I can never find the right words for it either. The closest I have ever come has something to do with a wild eyed cow come to slaughter. The sheer terror and pain combo... I KNOW what you mean when you say that "I wanted to die." doesn't quiete cover it.

Soon said...

That was beautiful! and unless you have been in labor, you can never understand wanting to die like that. Fact is, you know that the pain won't stop until the little spawn is extricated. That is the worst part. Knowing it will go on...

actonbell said...

That's a beautiful story, Jocelyn. You are both amazing women:)

Wayfarer Scientista said...

Wow. Wonderful story, wonderfully written - and a damn good ending :)

Dorky Dad said...

Once again, Jocelyn, you've produced a beautiful post.

Oh, and I'm glad you're not dead.

rak said...

incredible story... written perfectly!

thank you.

Shari said...

Labor of love and new beginnings for a life and a career of a young woman.

BTW, all that hard labor you did...wee Niblet should give YOU a birth-day present. ;)

kimber the wolfgrrrl said...

Your student's brutal journey is so amazing/beautiful/inspiring, it's filled me with tears.

And your own brutal journey has taken me back to the pain, agony and screaming of my own 34 labour. So there's a few tears for that godawful memory, too.

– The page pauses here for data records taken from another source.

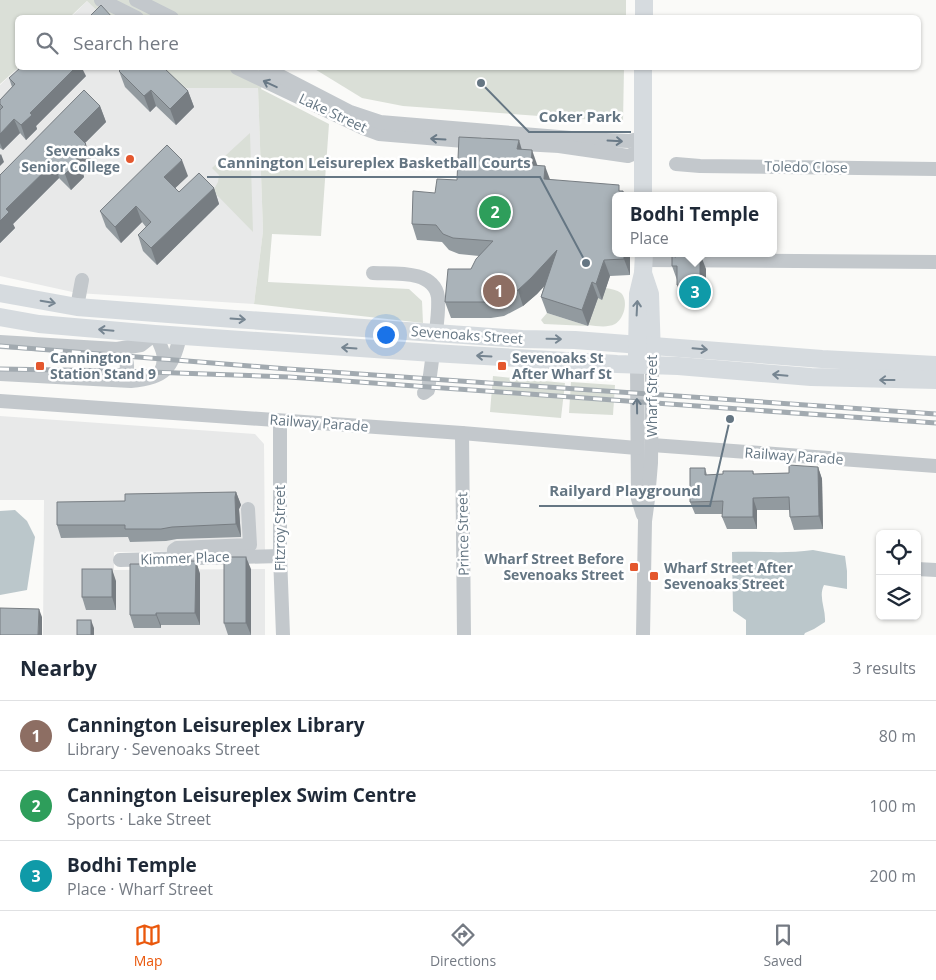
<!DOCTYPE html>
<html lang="en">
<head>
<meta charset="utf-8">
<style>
	body { margin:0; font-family:"Open Sans",sans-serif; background:#f6f6f7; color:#1f2937 }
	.controls { position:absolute; right:15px; bottom:15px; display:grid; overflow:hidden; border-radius:8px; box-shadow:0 1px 4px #0004 }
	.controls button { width:45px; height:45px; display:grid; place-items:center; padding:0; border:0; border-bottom:1px solid #e0e1e3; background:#fff; color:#1f2937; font:25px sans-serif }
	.you { position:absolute; left:385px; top:334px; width:18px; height:18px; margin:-12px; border:4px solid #fff; border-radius:50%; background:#1a73e8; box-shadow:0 0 0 8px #1a73e833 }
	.badge { display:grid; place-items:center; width:32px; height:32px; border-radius:50%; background:#ea580c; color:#fff; font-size:16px; font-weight:700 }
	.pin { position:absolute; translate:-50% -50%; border:2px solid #fff; box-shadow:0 1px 5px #0006 }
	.popup { position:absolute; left:612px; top:192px; width:165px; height:65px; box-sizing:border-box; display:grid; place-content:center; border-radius:8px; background:#fff; filter:drop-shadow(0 1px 4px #0005); font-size:16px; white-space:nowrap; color:#747a83 }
	.popup b { font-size:19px; color:#1f2937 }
	.popup::after { content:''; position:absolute; left:50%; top:100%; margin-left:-10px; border:10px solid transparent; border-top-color:#fff }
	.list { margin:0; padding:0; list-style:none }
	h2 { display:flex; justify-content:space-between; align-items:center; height:65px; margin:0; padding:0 20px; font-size:21px }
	h2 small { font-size:16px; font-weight:400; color:#747a83 }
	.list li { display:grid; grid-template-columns:32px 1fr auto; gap:15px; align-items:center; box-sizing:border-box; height:70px; padding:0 20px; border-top:1px solid #e0e1e3 }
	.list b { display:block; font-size:19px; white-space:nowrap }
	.list p { margin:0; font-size:16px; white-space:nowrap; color:#747a83 }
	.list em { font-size:16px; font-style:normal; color:#747a83 }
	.icon { flex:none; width:28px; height:28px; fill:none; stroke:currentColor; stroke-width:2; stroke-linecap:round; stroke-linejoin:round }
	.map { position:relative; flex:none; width:936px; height:635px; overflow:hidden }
	.search { position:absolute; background:#fff; box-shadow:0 1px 4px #0004; left:15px; right:15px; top:15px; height:55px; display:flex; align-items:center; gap:12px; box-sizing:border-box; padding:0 18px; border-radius:8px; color:#747a83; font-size:19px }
	.sheet { height:275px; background:#fff }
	nav { display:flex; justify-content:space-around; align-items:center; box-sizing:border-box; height:70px; border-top:1px solid #e0e1e3; background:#fff; font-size:14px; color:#747a83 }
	nav a { display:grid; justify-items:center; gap:2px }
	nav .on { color:#ea580c }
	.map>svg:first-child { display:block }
</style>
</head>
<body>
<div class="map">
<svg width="936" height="635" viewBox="0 0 936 635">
	<rect width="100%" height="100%" fill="#fafaf8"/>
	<g fill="#e8e9e9">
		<path d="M87 1 105 17 70 18Z"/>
		<path d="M18 68H158L179 88H258L263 231 254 304 77 293 0 276V85Z"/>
		<path d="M0 416 255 434 264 444 265 551 114 552V570L265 569V635H43L44 500H0Z"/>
	</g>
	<g fill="#dadfd7">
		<path d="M0 0H626V18H105L87 1 70 17 18 18V68L0 84Z"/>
		<path d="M158 68H268L261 89 329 124 321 236 272 234 268 282 409 289 422 301 423 323 254 304 263 231 258 88H179Z"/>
		<path d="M313 68H624L623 122 403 106 362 98Z"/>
		<path d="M250 133 253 232 213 191 218 182 219 175 212 168Z"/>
		<path d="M606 288C611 289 617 290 621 293 629 301 624 319 615 324 607 328 597 326 588 325L598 298 602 299Z"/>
		<path d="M547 313 588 326 544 324 541 320Z"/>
		<path d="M493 376 565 383 561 418 490 412Z"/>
		<path d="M571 382 615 385 613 415 569 413Z"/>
	</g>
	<g fill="#bbc7cb">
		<path d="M15 510 27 521 35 537 27 590 0 595V511Z"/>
		<path d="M813 550 845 556 847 571V589L824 585C818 597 826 609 825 622L814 629 805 633 804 635H746V620L733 611 732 552C759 551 786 554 813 550Z"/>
	</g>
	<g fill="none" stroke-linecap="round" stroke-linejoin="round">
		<g stroke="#c3c8cc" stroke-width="14">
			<path d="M101 0 137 18"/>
			<path d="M136 0 172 18"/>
			<path d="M237 68 363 128 379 134 476 142"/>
			<path d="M265 68 350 112 380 122 583 139 629 141 643 138"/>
			<path d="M503 143 559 146 628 156 643 150"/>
			<path d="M676 164 700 166 936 169"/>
			<path d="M644 260 936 262"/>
			<path d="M373 273C393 274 434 269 438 297 439 309 437 321 436 333"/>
			<path d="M77 307 82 280"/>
			<path d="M0 342 117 349 141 345 155 334C162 348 168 358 160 373"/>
			<path d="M637 365 638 499 643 515"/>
			<path d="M0 374 131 381C165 378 173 368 180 336"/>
			<path d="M117 380 126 373C129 363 125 355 117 349"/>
			<path d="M424 393 428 390 433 353"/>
			<path d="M0 401 462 433 637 448"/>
			<path d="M280 421V556L283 635"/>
			<path d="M462 433 464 635"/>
			<path d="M652 445 936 466"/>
			<path d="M174 559V550L177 548 250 545 248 509"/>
			<path d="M120 560 280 556"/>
			<path d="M917 569 936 570"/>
			<path d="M643 635 645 521 648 499 651 463 652 366"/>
		</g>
		<g stroke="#d6dbdf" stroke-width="18">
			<path d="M644 18V0"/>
			<path d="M643 196V68"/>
			<path d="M643 273 650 294 652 355"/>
			<path d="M0 293 77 307 234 319 522 339 575 340 822 359 936 365"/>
			<path d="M0 317 39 324 155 334 433 353 617 364 678 366 811 377 936 380"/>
			<path d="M637 355 638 294 643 273 644 253"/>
		</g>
		<g stroke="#a2aab0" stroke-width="5">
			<g id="rail">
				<path d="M0 346 288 369 936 414"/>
				<path d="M0 369 121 371 289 377 936 423"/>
			</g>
		</g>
		<use href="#rail" stroke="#fff" stroke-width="3" stroke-dasharray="9" stroke-linecap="butt"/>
	</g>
	<g fill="#929a9f">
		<path d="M120 68H164L188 91 194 107 176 125 156 106 150 112 125 87 119 71 121 68Z"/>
		<path d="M86 76 36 126 37 129 26 140 20 133 3 150 0 148V100L12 87 9 78Z"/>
		<path d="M100 106 106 122 85 143 91 160 82 170 84 177 71 190 59 178 13 224 15 228 0 243V175Z"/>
		<path d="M522 150 537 166 616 253H630V275L610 276 602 300 598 298 588 326 547 313 541 297 544 286 537 294 523 306 504 316 491 318H451L445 302 471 269 479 256 459 254 449 250 442 242 417 240 412 224 457 180Z"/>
		<path d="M188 176 175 188 179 192 214 188 219 204 157 265 143 251 138 235 146 227 142 222 121 243 106 227 100 211Z"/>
		<path d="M672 256 706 269V300L700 301V304H689L688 301H683L677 285V280L672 266Z"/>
		<path d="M818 467 822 479 823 529 794 530 790 517V510H757V529H727L722 517V514H695L690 502 705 468 707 475 723 474 753 471 754 474 789 473Z"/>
		<path d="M236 492 241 505 239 509 241 537 177 539 166 541 130 542 128 537 61 538 57 525 125 501Z"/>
		<path d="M196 561 200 574V625H161V628H134L130 615 169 564Z"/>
		<path d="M251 569V635H228L224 623Z"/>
		<path d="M116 581V610H86L82 597Z"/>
	</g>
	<g fill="#777d82">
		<path d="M75 68H82L86 76 36 126 37 129 26 140 21 125 30 113Z"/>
		<path d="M151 90 156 106 150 112 144 96Z"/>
		<path d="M188 91 194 107 176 125 170 109Z"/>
		<path d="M100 106 106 122 80 148 74 132Z"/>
		<path d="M14 119 20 133 3 150 0 143V134Z"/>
		<path d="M519 140 524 157 517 149Z"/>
		<path d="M86 144 91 160 82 170 84 177 71 190 65 174 74 156Z"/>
		<path d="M532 150 538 167 531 165Z"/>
		<path d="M1 154 4 162 0 166V155Z"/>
		<path d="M182 160 188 176 170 193 164 177Z"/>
		<path d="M54 162 59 178 13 224 15 228 0 243V221L6 209Z"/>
		<path d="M545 166 551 182 544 179Z"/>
		<path d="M214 188 219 204 157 265 151 248Z"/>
		<path d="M136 206 142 222 121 243 115 227Z"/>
		<path d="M557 250 563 266 537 294 523 306 518 290Z"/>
		<path d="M624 253H630V275L624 259Z"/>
		<path d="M700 253 706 269V300L700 284Z"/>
		<path d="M604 260 610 276 602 300 596 284Z"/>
		<path d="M592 282 598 298 588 326 582 310Z"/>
		<path d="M694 284 700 301V304L694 288Z"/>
		<path d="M818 467 822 479 823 529 819 516Z"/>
		<path d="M236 492 241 505 239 509 241 537 236 524 235 497Z"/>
		<path d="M753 498 757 510V529L753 517Z"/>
		<path d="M246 557 251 569V635L246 623Z"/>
		<path d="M196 561 200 574V625L195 613Z"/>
		<path d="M112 569 116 581V610L112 597Z"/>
		<path d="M39 609 42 617V635H38Z"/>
		<path d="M156 613 161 625V628L156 615Z"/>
		<path d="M91 620 94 628V635H91Z"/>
	</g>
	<g fill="#aab3b9" stroke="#777d82">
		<path d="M101 5 113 18H88Z"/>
		<path d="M20 68H75L30 113 32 115 21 125 14 119 0 134V110L3 107 0 104V100L15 84 9 78Z"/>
		<path d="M122 68H164L188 91 170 109 151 90 144 96 119 71Z"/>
		<path d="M84 90 100 106 74 132 86 144 74 156 78 161 65 174 54 162 6 209 9 212 0 221V175Z"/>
		<path d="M459 137 519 140 517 149 532 150 531 165 545 166 544 179 619 185V191H623L624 196H616V253H624V259L604 260 596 284 592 282 582 310 541 297 557 250 531 278 518 290 499 300 485 302H445L448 269H471L476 259 493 241 453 238 443 234 436 225 412 224 413 191 435 193 437 179 457 180Z"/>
		<path d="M167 145 182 160 164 177 179 192 199 173 214 188 151 248 138 235 151 222 136 206 115 227 100 211Z"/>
		<path d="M676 253H700V284H694V288H683V285H677V266H672V256L676 257Z"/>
		<path d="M789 465 818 467 819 516 790 517 789 497 753 498V517H722L723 501 690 502V468H705V475L723 474V471H753V474L789 473Z"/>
		<path d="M236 492 235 497 236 524 172 527 161 529H125V525H57V502L125 501V494Z"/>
		<rect x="224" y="557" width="22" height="66"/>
		<path d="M169 561H196L195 613H156V615H130V564H169Z"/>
		<rect x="82" y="569" width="30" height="28"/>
		<path d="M0 608 39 609 38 635H0Z"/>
		<rect x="77" y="620" width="14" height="15"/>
	</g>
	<defs><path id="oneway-shaft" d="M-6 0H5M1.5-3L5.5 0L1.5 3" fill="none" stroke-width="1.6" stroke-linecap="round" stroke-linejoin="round" transform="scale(1.25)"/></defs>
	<g stroke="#6a7a87">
		<use href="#oneway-shaft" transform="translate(270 84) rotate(-155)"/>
		<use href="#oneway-shaft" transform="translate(438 139) rotate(-177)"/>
		<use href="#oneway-shaft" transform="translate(615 141) rotate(3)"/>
		<use href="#oneway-shaft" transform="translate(637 406) rotate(-91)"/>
	</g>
	<g stroke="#768591">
		<use href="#oneway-shaft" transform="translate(48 302) rotate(10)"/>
		<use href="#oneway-shaft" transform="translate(637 308) rotate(-87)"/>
		<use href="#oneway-shaft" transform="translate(238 319) rotate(4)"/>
		<use href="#oneway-shaft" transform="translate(106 330) rotate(-175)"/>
		<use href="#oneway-shaft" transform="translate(554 339) rotate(1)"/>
		<use href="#oneway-shaft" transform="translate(349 348) rotate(-176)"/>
		<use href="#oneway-shaft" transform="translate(700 349) rotate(5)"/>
		<use href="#oneway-shaft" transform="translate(484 356) rotate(-177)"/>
		<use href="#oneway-shaft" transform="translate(780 375) rotate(-175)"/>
		<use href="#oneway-shaft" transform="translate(887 380) rotate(-180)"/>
	</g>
	<g fill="#e4572e" stroke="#fff" stroke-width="2">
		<circle cx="130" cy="159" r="5"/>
		<rect x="35" y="361" width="10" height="10" rx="2.5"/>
		<rect x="497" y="361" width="10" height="10" rx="2.5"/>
		<rect x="629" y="562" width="10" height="10" rx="2.5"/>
		<rect x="649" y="571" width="10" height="10" rx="2.5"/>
	</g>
	<g text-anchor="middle" stroke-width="5" stroke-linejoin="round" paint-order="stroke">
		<g font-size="14" fill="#657683" stroke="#fff">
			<text transform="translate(333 113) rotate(25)" y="5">Lake Street</text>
			<text transform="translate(806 167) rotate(1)" y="5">Toledo Close</text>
			<text transform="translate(467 335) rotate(4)" y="5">Sevenoaks Street</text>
			<text transform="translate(652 396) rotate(-90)" y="5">Wharf Street</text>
			<text transform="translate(319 423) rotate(4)" y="5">Railway Parade</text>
			<text transform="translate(794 456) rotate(4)" y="5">Railway Parade</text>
			<text transform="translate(280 528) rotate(-90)" y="5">Fitzroy Street</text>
			<text transform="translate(463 534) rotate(-91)" y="5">Prince Street</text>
			<text transform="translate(185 558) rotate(-2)" y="5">Kimmer Place</text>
		</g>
		<g font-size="14" font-weight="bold" fill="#657683" stroke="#fff" text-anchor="start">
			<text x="120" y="156" text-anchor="end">Sevenoaks<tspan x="120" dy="16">Senior College</tspan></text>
			<text x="50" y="363">Cannington<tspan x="50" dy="16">Station Stand 9</tspan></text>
			<text x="512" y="363">Sevenoaks St<tspan x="512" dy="16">After Wharf St</tspan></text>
			<text x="624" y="564" text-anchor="end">Wharf Street Before<tspan x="624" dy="16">Sevenoaks Street</tspan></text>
			<text x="664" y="573">Wharf Street After<tspan x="664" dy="16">Sevenoaks Street</tspan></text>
		</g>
	</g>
	<path fill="none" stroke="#657683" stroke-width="2" d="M481 83L529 132H631M586 263L540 177H207M730 419L710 506H539"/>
	<g fill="#657683" stroke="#fff" stroke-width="2">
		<circle cx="481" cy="83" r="5"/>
		<circle cx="586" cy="263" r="5"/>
		<circle cx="730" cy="419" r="5"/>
	</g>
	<g font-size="15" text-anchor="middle" font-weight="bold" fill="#657683" stroke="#fff" stroke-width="5" stroke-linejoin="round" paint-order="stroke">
		<text x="580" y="122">Coker Park</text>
		<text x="374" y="168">Cannington Leisureplex Basketball Courts</text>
		<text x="625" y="496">Railyard Playground</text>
	</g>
</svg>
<div class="controls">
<button><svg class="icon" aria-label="locate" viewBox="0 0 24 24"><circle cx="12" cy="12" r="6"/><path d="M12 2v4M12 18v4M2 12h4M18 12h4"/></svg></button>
<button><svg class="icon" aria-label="layers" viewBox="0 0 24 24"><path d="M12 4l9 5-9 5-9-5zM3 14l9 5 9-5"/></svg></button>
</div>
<div class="you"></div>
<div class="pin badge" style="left:499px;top:291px;background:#8d6e63">1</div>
<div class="pin badge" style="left:495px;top:212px;background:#2e9e5b">2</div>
<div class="pin badge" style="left:695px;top:292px;background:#0f9aa8">3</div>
<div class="popup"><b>Bodhi Temple</b>Place</div>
<div class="search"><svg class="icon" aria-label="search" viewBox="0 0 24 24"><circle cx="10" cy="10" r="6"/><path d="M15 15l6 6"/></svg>Search here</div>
</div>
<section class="sheet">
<h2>Nearby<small>3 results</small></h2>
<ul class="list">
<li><span class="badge" style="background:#8d6e63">1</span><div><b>Cannington Leisureplex Library</b><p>Library · Sevenoaks Street</p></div><em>80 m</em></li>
<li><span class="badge" style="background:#2e9e5b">2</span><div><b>Cannington Leisureplex Swim Centre</b><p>Sports · Lake Street</p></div><em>100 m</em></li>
<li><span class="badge" style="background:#0f9aa8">3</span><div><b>Bodhi Temple</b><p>Place · Wharf Street</p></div><em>200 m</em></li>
</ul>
</section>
<nav>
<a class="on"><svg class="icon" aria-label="map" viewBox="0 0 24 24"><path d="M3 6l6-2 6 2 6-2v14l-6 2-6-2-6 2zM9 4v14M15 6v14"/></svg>Map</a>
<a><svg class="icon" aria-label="directions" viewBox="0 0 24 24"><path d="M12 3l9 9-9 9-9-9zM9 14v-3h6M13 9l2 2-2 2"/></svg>Directions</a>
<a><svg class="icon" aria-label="saved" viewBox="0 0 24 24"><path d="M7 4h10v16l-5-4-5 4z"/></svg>Saved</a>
</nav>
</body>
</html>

kimber the wolfgrrrl said...

I meant, "34 hour labor".

Oh, wait, I actually meant, "34 Hour Torture Session In Which I Begged For A Trained Professional To Rip Me Open Before The Baby Did It First"

Ah, those typos....

heartinsanfrancisco said...

Oh, Jocelyn, this is wonderful.

I had an emergency C-Section the third time after producing two huge babies on my own with no support from anyone, even their father.

My children are all grown now, but I vividly recall the pain that I would have gladly traded for death as you've described. And like you, I am so very grateful that I didn't have to die and was able to raise them to be the marvelous people they are.

I'm sure that the pivotal point in your student's life was witnessing Niblet's birth and realizing that her own past didn't have to control her future. In a way, you gave birth to her, too, and I'll bet she's a great nurse.

ana said...

Oh wow, a terrific story told so beautifully. It brought me a tear.

CS said...

Yeesh. I had left a long comment here some time ago, but apparently it didn't "take." Maybe I messed up the word verification because it is something like it is now (jjffwwxkw). At any rate.

I can't remember what I said, only that I had been struck by the phrase "Women in labor dive so deeply, internally" It's truw- you go somewhere that you can not be followed. Alone, in spite of being surrounded by so many people. This was a gripping story, both for the birth and the wonderful relationship with that student.

But don't think I didn't notice the jab about the Rime of the Ancient Mariner. Water, water everywhere, nor any drop to drink. Ack.

Dory said...

*goosebumps*

Dory

Tammie Jean said...

What a wonderful story, wonderfully told... brought tears to my eyes!

Donna said...

I can certainly see why this was nominated as a "perfect post".

Amazing. And what a way to start my day.

Oh, The Joys said...

So... I was suppposed to e-mail you and tell you I nominated you and send you the button code.

I didn't get all that right.

I have the button code for you though! (But no e-mail address.)

Hook me up?

Best,
J

flutter said...

a nurse!! how perfect...oh this was the most beautiful story, Jocelyn

kfk said...

Damn. That was a perfect story.

fooped said...

Thank you for that amazing story.

I had a very similar delivery experience: the pain, the marathon, the drugs, the violent shakes, the disbelief. When they finally brought my baby to me, the angels didn't sing. I just rolled my eyes his way, noted him and went back to my envelope of exhaustion.

I tortured myself for months, maybe even years afteward, wondering if I could have done something different so he could have had the natural birth I wanted so badly and had worked so hard to prepare for (oh the Kegels!)

The simple answer is in your story. There was no other way. We are all lucky, lucky, lucky.